Thanks for your reply Mark. I don’t disagree with what you’ve said, in fact I wrote about this yesterday for next week’s Bayside Church Devotional Podcast:

He (Paul) then speaks about the first of four purposes of the Jewish Law:

1. The Law declares the whole world guilty
Romans 3:19, “all the world may become guilty before God.”
No one can obey the law all the time, so we are all lawbreakers who stand guilty before God.

2. The law gives us knowledge of sin
Romans 3:20, “…through the law we become conscious of sin.” If it weren’t for laws we wouldn’t know what was right and what was wrong.

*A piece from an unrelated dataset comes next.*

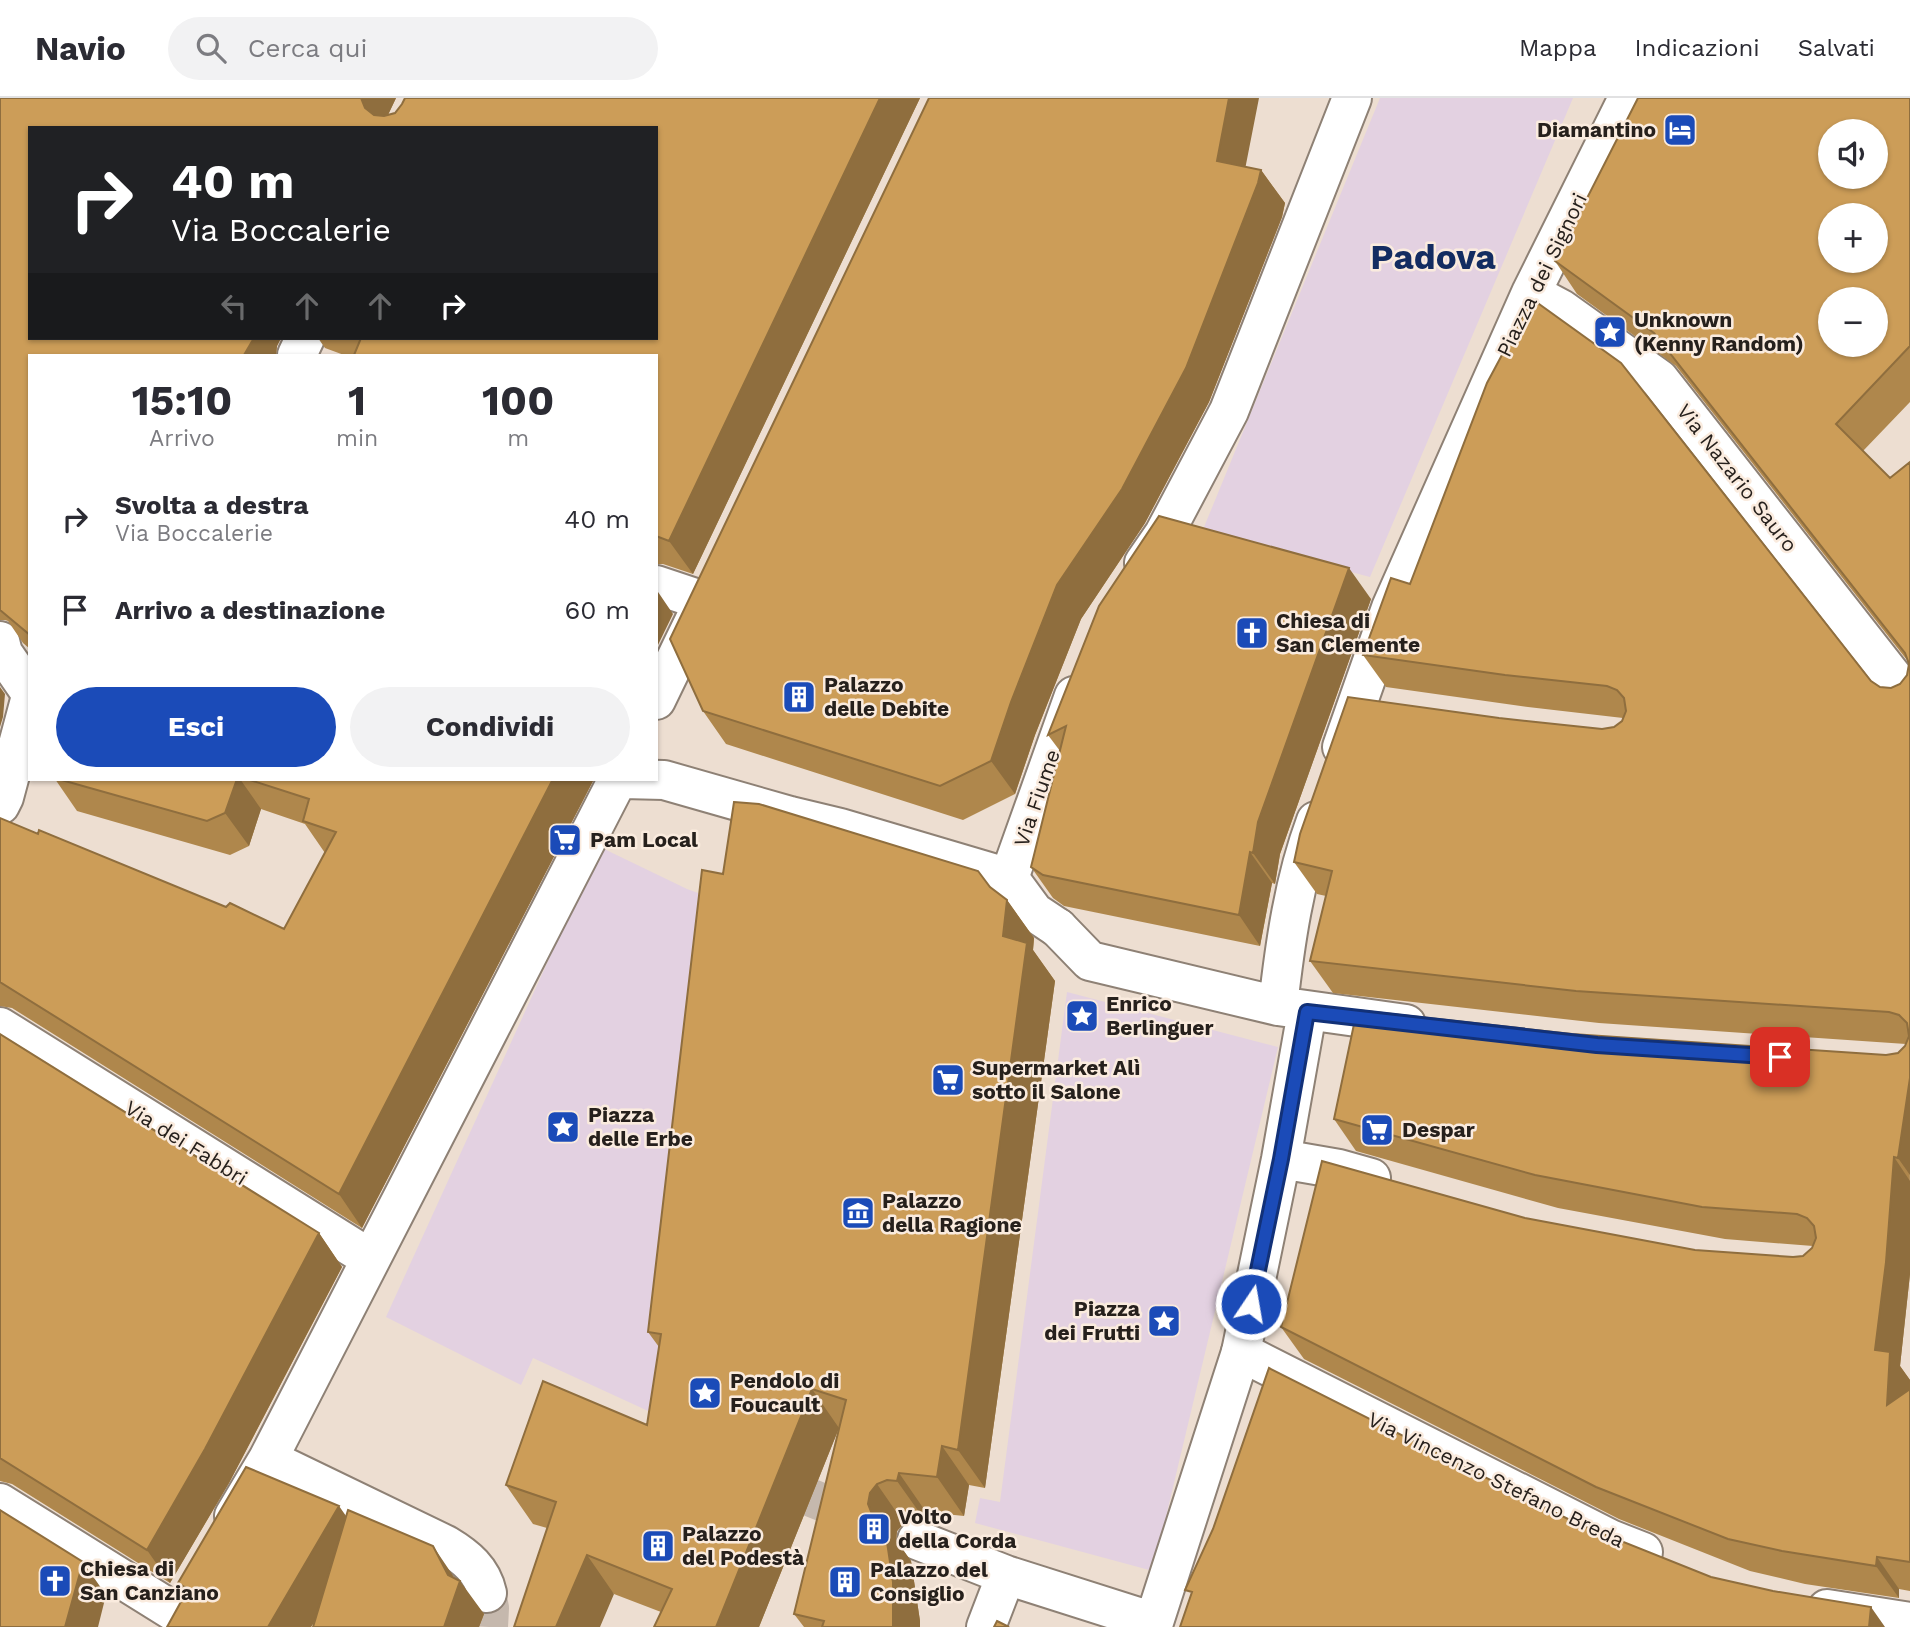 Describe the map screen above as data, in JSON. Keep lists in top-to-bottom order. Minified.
{"streets":{"street":["Piazza dei Signori","Via Nazario Sauro","Via Fiume","Via dei Fabbri","Via Vincenzo Stefano Breda"]},"crossings":[["Piazza dei Signori","Via Nazario Sauro"]],"districts":["Padova"],"places":{"hotel":["Diamantino"],"place":["Unknown (Kenny Random)","Enrico Berlinguer","Piazza delle Erbe","Piazza dei Frutti","Pendolo di Foucault"],"church":["Chiesa di San Clemente","Chiesa di San Canziano"],"building":["Palazzo delle Debite","Volto della Corda","Palazzo del Podestà","Palazzo del Consiglio"],"supermarket":["Pam Local","Supermarket Alì sotto il Salone","Despar"],"museum":["Palazzo della Ragione"]},"page":{"header":"Navio","search":"Cerca qui","nav":["Mappa","Indicazioni","Salvati"],"map_buttons":["+","−"],"turn":["40 m","Via Boccalerie"],"eta":["15:10","Arrivo","1","min","100","m"],"list":[{"name":"Svolta a destra","note":"Via Boccalerie","value":"40 m"},{"name":"Arrivo a destinazione","value":"60 m"}],"buttons":["Esci","Condividi"]}}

3. The law gives place to the justice of God
Romans 4:15, “…law brings wrath. And where there is no law there is no transgression.”
When we break a law, justice says that it is right for the lawbreaker to be punished. When we break God’s laws He is just and righteous in punishing us.

4. The law leads us to Jesus Christ our Saviour
Knowing that we are guilty of breaking God’s laws and deserve to be punished leads us to the wonderful news of God’s grace expressed through Jesus, “But now apart from the law the righteousness of God has been made known…this righteousness is given through faith in Jesus Christ to all who believe…all are justified freely by his grace through the redemption that came by Christ Jesus.” (Romans 3:21-23)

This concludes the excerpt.